Malaysia-based Parkson Retail Asia also hopes to take a greater stake in the market, with plans to open stores in Indonesia in 2013, the China Post reported in March. Parkson’s new stores will either enter the market under its own brand, or through the local Centro chain it acquired in 2012. The Malaysian retailer hopes to increase its Indonesian revenues from less than 3% of the group’s total sales in 2012 to 10% by the end of 2013.

“With the size of the middle class in Indonesia, which I think will grow very quickly, the market is big enough to accommodate a few more players,” Alfred Cheng, executive director of Parkson, told Forbes in October 2012. Indeed, in a February 2013 report, the World Bank estimated the economy will expand by 6.2% this year, largely due to increasing domestic consumption. “With the right policies in place, Indonesia could push growth, harnessing the forces of urbanisation and rising incomes, while providing quality jobs for a growing labour force,” the World Bank said.

Consumer confidence is also running high. According to MasterCard’s 2012 index, released in February, the archipelagic nation placed at the top of the Asia-Pacific rankings alongside the Philippines. “Extreme improvements were recorded in Indonesia, where consumer confidence jumped 30.1 index points ... Both Indonesia and the Philippines are benefitting from rising investment from domestic and international investors in spite of uncertainty in the global economy,” the index said.

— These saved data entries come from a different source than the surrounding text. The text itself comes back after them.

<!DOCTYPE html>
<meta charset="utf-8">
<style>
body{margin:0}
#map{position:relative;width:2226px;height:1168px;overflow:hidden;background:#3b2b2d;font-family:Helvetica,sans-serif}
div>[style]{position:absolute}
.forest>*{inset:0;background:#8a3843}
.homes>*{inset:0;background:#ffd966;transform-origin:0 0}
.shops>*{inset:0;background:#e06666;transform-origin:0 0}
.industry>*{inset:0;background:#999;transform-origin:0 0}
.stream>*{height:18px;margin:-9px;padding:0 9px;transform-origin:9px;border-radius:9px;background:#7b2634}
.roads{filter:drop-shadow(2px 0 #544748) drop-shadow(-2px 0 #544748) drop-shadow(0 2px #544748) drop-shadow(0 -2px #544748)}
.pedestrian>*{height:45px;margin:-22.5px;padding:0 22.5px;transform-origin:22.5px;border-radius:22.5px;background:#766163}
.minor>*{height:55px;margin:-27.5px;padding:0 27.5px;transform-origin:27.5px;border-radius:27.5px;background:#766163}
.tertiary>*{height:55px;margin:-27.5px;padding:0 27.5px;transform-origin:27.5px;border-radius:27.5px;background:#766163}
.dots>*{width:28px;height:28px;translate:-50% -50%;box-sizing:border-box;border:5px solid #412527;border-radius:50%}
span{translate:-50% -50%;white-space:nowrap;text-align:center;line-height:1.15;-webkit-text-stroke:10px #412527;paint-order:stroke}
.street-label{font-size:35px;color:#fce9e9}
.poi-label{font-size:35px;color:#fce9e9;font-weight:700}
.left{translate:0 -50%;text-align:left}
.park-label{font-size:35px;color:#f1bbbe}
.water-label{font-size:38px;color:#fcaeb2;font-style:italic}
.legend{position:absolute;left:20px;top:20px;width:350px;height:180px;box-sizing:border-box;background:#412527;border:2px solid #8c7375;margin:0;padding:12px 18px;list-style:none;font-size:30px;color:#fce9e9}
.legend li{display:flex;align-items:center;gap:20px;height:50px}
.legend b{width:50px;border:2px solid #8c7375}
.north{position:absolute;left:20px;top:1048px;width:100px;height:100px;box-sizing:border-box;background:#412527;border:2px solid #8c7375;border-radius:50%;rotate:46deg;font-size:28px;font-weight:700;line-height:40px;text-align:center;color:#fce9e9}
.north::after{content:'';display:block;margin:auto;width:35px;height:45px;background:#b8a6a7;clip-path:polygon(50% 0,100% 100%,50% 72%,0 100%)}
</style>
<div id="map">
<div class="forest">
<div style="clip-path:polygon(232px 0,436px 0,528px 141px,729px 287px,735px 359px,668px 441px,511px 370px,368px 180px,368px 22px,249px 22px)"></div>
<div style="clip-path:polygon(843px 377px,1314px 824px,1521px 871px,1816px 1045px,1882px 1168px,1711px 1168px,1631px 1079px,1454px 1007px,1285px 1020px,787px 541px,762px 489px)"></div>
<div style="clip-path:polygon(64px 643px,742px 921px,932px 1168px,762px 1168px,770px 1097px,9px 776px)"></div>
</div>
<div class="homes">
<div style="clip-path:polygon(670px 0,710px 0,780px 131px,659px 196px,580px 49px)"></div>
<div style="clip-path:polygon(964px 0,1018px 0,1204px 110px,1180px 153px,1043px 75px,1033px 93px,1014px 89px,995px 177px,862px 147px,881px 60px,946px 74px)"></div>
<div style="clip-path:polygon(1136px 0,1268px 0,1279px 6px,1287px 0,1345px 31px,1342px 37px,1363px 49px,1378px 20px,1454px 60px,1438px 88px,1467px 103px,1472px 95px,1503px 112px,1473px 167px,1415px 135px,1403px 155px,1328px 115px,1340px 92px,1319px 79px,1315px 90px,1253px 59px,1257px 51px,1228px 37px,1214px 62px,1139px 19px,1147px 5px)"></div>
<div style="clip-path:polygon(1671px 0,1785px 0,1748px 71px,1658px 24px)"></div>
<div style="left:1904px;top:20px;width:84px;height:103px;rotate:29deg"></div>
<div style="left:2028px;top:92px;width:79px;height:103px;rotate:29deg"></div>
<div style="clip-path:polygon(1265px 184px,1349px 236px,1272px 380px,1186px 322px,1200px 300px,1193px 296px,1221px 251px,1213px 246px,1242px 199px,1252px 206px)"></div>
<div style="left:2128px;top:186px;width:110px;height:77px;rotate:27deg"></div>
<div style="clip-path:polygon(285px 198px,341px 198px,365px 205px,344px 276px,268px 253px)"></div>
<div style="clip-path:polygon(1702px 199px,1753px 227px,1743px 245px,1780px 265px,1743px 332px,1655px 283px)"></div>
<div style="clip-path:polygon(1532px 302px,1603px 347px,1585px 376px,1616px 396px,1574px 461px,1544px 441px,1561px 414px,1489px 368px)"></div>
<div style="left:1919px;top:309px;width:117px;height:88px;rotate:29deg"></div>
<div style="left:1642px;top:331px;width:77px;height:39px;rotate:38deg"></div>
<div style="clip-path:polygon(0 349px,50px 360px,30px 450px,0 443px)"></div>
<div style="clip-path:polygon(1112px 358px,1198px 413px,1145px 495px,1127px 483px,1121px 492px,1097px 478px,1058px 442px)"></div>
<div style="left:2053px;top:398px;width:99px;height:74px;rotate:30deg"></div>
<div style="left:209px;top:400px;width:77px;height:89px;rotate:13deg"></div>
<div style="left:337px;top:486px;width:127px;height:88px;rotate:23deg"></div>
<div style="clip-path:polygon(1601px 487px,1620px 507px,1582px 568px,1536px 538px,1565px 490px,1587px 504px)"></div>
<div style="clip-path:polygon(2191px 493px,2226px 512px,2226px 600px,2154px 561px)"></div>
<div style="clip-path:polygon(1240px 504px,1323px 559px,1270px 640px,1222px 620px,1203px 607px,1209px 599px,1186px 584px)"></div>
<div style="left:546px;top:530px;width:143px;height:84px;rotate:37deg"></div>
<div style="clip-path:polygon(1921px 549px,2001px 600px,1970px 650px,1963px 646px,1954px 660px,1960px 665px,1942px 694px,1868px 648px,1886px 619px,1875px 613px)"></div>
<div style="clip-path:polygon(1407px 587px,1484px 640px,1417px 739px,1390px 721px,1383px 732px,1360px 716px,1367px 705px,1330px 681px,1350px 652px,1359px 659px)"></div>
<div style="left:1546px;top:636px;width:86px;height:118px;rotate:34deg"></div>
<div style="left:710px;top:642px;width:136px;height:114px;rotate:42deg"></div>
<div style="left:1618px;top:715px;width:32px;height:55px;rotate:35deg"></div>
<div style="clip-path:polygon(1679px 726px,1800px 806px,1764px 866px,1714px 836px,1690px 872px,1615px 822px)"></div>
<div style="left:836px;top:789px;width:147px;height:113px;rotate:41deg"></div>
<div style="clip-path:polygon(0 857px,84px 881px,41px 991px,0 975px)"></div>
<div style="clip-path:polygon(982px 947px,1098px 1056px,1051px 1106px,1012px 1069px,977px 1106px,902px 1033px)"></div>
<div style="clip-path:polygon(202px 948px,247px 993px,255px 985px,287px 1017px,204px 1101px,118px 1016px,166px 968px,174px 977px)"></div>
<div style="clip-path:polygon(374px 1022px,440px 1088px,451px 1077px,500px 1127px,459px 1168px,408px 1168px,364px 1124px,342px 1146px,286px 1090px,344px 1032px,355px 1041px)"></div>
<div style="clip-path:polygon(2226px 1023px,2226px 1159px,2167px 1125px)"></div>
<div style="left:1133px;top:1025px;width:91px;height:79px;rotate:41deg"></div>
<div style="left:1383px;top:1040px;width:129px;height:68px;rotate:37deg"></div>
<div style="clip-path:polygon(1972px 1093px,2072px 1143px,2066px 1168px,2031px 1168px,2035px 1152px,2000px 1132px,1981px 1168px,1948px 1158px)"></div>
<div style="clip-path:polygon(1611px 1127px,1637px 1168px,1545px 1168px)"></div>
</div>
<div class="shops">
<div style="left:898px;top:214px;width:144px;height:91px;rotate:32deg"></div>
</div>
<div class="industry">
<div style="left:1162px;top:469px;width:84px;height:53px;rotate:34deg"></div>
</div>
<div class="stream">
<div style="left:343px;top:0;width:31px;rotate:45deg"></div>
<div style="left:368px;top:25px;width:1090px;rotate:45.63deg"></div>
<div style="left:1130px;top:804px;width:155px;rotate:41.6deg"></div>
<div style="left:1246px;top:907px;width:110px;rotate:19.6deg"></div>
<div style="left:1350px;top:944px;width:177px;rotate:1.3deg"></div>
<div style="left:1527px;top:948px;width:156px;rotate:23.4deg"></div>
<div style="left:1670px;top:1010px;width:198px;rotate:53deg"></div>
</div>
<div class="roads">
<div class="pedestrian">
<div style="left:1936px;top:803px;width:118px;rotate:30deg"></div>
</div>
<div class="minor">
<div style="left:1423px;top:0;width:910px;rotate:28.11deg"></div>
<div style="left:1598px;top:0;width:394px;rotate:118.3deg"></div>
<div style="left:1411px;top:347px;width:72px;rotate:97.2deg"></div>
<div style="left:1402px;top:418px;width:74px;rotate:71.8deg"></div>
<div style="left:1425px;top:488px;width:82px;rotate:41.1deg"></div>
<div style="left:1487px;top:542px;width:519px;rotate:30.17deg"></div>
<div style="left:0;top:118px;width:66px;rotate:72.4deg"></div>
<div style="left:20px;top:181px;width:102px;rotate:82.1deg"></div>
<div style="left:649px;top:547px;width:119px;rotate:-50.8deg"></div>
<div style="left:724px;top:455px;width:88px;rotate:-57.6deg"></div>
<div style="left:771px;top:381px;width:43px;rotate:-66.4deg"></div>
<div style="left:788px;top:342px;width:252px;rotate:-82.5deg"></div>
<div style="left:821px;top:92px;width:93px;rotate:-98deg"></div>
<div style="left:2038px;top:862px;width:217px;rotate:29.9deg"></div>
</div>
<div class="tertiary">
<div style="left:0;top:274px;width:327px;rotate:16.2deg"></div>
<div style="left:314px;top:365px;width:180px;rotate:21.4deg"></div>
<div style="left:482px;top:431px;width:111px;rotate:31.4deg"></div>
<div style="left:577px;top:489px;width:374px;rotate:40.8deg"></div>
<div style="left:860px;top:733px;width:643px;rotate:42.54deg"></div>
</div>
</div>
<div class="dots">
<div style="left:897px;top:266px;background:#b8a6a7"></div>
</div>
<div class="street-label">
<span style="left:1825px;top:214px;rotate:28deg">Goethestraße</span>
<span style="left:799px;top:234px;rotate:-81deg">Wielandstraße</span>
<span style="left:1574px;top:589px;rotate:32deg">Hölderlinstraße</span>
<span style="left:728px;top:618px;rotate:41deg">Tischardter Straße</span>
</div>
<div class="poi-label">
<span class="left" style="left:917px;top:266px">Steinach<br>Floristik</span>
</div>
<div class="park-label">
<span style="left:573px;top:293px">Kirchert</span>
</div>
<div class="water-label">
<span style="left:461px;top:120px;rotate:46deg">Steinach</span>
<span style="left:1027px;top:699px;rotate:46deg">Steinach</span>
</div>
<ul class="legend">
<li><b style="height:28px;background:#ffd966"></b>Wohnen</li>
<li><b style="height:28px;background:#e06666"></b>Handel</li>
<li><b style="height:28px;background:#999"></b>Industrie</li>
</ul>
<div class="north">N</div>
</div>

Despite such an upbeat assessment, there have been some recent developments that could concern investors. The government recently said it would limit the number of outlets a foreign restaurant franchise can own to 250 within five years and has also ruled that franchised stores and restaurants must carry 80% “local content”, to be determined by a special team that will ensure compliance, Reuters reported in February. The changes, among others, are meant to boost local manufacturing and investment as well as tax collection.

Rising inflation could also dampen growth this year. Retailers told BI they were seeing strong upward pressure on prices thus far in 2013 due to post-flooding supply disruptions, rising labour costs and higher electricity bills. In January consumer prices climbed 4.57% compared to the same month in 2012, while in March inflation continued to rise, hitting 5.9% – the highest the rate has reached since March 2011.